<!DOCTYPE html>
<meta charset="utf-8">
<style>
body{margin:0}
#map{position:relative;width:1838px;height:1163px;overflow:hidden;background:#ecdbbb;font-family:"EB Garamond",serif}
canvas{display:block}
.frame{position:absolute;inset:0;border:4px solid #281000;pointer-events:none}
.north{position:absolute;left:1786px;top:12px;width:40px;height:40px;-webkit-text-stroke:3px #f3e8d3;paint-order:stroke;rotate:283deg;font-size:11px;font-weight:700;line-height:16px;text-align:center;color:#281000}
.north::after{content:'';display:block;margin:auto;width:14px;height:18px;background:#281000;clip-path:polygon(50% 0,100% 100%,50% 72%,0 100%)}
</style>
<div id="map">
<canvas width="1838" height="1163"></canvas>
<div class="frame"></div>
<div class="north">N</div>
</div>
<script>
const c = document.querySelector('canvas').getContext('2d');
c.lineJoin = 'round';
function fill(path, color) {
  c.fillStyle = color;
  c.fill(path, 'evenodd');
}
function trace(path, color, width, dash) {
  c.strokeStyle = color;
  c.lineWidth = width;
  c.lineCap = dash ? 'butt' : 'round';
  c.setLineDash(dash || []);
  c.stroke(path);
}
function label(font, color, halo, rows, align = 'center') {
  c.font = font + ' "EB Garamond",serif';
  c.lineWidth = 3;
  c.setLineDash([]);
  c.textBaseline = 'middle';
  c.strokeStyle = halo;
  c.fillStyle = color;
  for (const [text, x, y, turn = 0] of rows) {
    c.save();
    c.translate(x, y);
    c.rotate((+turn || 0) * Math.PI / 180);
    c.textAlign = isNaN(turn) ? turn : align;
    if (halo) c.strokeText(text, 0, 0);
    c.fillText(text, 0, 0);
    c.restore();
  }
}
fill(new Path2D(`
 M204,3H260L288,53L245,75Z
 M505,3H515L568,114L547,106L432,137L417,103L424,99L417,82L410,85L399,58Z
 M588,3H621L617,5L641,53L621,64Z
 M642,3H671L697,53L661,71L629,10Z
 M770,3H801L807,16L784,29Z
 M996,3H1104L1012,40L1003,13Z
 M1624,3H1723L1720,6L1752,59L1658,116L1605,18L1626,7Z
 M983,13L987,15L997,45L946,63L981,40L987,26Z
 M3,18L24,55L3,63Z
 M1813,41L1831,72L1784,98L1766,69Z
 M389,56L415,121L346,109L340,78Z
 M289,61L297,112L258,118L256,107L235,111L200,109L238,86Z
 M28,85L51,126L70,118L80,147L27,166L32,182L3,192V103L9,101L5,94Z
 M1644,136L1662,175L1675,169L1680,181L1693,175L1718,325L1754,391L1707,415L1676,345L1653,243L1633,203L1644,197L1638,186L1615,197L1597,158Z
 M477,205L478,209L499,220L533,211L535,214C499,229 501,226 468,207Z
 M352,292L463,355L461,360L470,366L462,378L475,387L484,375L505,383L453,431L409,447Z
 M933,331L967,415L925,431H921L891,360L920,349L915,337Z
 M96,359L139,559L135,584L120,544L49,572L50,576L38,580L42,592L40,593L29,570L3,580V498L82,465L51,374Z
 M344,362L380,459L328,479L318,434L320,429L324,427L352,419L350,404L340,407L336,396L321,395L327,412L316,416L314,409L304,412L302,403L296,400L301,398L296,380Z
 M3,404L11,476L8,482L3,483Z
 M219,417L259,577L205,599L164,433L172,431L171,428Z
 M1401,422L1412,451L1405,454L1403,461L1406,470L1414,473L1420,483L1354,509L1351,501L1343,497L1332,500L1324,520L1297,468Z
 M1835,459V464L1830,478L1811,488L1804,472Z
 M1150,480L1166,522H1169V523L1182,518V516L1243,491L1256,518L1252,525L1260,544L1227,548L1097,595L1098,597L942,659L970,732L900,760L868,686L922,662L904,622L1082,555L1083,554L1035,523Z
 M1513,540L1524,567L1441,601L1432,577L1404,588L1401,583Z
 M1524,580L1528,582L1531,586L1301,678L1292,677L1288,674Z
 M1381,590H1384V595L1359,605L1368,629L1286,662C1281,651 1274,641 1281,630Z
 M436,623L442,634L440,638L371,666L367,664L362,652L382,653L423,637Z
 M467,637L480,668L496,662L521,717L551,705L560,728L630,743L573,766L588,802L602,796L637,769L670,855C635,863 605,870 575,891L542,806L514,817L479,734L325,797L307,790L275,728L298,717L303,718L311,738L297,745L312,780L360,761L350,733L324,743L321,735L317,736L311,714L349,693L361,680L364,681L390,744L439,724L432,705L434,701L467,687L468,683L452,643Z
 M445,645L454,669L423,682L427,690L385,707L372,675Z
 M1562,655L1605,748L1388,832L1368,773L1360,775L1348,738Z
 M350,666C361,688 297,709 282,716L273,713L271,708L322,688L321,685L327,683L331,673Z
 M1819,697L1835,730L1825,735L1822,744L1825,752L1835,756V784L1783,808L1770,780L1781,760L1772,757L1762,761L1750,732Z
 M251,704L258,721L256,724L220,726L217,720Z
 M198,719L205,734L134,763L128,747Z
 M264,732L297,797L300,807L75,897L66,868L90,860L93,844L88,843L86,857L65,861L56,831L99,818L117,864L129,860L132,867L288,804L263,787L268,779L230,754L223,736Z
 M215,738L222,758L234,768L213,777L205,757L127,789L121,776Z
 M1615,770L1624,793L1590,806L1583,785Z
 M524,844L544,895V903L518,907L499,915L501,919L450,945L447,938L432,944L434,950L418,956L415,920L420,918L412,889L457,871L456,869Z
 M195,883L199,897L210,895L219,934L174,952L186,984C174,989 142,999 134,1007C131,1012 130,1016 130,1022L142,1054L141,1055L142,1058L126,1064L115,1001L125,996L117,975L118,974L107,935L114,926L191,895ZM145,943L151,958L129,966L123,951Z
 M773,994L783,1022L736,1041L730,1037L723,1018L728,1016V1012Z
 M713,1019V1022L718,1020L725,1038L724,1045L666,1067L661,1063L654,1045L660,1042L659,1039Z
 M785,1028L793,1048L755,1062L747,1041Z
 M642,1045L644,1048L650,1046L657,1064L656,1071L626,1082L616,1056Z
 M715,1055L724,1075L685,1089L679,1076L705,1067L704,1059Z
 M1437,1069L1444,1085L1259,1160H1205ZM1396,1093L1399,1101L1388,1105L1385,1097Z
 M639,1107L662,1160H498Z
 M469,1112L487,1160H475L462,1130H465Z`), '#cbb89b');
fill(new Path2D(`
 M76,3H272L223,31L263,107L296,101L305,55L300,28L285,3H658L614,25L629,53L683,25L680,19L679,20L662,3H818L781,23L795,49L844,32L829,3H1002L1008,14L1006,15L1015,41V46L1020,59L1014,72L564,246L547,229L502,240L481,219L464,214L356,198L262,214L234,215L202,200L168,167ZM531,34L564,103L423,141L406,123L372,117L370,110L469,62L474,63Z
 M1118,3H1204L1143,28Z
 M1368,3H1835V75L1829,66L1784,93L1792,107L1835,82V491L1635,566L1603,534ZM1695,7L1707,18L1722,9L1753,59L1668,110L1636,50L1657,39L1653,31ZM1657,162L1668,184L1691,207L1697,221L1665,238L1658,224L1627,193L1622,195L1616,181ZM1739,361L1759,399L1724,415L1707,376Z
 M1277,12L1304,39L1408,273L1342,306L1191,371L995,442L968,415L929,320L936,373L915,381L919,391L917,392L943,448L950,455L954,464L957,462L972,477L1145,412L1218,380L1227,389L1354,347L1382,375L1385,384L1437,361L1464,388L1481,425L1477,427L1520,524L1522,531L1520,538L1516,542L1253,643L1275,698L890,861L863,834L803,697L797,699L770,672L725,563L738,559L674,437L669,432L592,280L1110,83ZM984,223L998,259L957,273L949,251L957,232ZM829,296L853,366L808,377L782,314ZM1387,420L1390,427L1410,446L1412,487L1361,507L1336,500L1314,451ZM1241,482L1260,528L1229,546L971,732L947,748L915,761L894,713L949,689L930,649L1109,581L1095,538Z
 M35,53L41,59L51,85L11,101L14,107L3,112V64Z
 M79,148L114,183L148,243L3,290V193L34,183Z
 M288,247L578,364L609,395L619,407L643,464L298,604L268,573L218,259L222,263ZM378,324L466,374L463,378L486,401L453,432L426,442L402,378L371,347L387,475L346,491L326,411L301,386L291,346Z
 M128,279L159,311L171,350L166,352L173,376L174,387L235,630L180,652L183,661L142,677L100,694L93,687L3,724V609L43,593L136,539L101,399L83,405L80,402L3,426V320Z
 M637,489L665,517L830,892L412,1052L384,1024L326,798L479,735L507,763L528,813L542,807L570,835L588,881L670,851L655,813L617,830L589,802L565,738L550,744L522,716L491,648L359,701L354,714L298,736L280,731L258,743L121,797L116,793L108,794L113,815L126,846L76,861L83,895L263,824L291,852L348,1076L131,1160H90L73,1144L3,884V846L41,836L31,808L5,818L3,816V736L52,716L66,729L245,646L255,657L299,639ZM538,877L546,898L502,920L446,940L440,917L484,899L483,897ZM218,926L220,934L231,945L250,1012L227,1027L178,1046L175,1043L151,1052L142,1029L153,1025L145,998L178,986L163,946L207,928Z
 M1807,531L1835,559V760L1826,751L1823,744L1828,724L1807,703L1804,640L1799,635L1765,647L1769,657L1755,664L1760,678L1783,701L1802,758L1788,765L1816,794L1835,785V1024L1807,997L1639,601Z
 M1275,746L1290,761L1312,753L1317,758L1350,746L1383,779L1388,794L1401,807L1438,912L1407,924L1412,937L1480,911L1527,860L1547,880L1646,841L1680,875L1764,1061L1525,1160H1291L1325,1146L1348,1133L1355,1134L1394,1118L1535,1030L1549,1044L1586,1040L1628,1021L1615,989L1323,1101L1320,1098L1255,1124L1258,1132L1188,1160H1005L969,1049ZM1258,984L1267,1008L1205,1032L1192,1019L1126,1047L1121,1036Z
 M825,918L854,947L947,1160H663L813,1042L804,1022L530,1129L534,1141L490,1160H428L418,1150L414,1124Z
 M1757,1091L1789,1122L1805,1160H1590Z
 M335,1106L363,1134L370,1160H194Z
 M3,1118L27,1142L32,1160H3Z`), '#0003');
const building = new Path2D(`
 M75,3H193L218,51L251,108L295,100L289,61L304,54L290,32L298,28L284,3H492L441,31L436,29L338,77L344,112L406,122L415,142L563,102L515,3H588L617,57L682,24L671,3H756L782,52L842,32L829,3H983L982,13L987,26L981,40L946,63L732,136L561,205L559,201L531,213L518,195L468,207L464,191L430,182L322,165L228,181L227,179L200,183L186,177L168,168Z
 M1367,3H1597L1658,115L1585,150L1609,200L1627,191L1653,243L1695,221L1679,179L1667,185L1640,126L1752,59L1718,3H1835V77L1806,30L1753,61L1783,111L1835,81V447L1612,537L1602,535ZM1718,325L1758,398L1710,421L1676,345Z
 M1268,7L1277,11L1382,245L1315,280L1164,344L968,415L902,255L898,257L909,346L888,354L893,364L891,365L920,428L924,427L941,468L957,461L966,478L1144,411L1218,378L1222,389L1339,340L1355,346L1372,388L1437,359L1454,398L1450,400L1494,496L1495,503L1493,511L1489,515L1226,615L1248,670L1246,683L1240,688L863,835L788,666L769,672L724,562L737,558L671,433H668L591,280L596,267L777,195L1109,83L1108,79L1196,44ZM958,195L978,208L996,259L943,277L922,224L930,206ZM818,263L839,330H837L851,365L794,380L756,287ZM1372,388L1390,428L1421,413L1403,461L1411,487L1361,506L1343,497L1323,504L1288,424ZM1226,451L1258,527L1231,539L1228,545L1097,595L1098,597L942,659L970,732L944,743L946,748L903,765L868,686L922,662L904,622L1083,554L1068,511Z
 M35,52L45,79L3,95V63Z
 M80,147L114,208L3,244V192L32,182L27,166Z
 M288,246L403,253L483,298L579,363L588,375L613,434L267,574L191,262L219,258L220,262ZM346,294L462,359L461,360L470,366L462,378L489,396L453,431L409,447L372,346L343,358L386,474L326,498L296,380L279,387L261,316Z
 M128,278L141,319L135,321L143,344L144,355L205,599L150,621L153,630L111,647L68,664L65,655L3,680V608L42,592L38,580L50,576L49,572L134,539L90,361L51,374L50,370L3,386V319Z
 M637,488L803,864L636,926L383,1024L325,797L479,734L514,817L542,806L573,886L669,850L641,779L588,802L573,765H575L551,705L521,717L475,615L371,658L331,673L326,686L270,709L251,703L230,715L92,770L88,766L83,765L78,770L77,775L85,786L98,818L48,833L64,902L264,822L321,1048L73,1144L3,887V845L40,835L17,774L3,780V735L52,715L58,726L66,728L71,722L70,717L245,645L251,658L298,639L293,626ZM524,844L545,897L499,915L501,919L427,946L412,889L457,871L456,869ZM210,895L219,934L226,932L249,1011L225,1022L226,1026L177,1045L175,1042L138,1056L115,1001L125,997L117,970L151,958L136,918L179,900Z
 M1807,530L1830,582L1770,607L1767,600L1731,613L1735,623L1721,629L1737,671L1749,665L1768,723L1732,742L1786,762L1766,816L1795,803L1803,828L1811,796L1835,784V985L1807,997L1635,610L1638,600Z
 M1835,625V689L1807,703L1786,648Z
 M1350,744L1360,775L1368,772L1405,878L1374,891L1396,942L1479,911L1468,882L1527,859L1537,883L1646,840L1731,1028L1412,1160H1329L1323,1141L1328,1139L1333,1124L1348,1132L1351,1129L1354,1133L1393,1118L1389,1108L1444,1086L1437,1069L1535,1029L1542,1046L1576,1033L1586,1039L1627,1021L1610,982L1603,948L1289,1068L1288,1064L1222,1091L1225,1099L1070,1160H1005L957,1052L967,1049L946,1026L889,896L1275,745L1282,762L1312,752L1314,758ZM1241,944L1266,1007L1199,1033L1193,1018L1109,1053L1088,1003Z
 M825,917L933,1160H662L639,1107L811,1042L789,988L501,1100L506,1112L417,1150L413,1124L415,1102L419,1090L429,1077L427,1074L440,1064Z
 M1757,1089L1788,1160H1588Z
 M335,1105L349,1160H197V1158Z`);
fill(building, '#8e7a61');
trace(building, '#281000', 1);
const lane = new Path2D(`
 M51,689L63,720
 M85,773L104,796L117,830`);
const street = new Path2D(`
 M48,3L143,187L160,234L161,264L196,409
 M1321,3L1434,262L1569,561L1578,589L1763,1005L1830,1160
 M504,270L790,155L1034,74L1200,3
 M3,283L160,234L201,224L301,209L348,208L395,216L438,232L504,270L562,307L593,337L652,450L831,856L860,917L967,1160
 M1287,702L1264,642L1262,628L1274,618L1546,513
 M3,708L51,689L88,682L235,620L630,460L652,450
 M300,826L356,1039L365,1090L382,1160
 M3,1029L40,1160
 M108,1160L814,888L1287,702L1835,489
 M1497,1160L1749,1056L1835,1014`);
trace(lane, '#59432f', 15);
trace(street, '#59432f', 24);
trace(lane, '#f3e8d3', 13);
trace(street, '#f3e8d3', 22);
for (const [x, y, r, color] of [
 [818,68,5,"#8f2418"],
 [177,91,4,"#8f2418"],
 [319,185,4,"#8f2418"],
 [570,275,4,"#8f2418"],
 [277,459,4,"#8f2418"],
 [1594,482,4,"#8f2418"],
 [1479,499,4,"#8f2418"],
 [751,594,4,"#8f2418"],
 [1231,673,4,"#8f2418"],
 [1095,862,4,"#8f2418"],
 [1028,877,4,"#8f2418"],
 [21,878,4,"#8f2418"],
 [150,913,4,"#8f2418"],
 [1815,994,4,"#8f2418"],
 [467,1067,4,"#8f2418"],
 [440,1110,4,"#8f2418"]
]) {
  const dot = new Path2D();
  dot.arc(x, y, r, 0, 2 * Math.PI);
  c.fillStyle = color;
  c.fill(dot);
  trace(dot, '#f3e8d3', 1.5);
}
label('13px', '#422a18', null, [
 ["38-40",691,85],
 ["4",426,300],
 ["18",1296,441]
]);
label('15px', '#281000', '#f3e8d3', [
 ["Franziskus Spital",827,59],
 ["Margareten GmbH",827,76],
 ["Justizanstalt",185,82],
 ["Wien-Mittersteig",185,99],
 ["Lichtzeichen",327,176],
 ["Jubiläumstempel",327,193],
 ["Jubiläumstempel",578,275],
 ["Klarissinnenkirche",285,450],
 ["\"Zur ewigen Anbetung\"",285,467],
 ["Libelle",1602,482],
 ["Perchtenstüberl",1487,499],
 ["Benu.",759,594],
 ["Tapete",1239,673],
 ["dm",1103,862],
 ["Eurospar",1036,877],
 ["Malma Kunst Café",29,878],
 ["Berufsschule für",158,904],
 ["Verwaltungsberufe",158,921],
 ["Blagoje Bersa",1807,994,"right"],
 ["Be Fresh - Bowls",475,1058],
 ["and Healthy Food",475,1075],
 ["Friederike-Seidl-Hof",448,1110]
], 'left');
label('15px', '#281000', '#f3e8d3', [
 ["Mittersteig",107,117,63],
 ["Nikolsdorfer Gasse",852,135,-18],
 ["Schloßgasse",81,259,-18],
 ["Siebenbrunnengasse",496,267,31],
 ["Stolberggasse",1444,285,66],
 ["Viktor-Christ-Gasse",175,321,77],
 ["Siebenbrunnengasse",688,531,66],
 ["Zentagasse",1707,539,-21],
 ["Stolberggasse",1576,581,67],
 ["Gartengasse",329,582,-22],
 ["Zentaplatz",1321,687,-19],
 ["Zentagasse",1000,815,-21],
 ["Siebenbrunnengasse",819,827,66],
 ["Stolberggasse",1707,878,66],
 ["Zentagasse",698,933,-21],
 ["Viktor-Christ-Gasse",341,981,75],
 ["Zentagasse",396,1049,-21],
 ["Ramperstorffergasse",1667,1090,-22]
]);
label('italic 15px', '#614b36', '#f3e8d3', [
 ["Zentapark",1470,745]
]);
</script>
————————
§ **Problem to work on**: Look through the entries above; copy every line holding the string "Stolberggasse".

§ **Reply**:
 ["Stolberggasse",1444,285,66],
 ["Stolberggasse",1576,581,67],
 ["Stolberggasse",1707,878,66],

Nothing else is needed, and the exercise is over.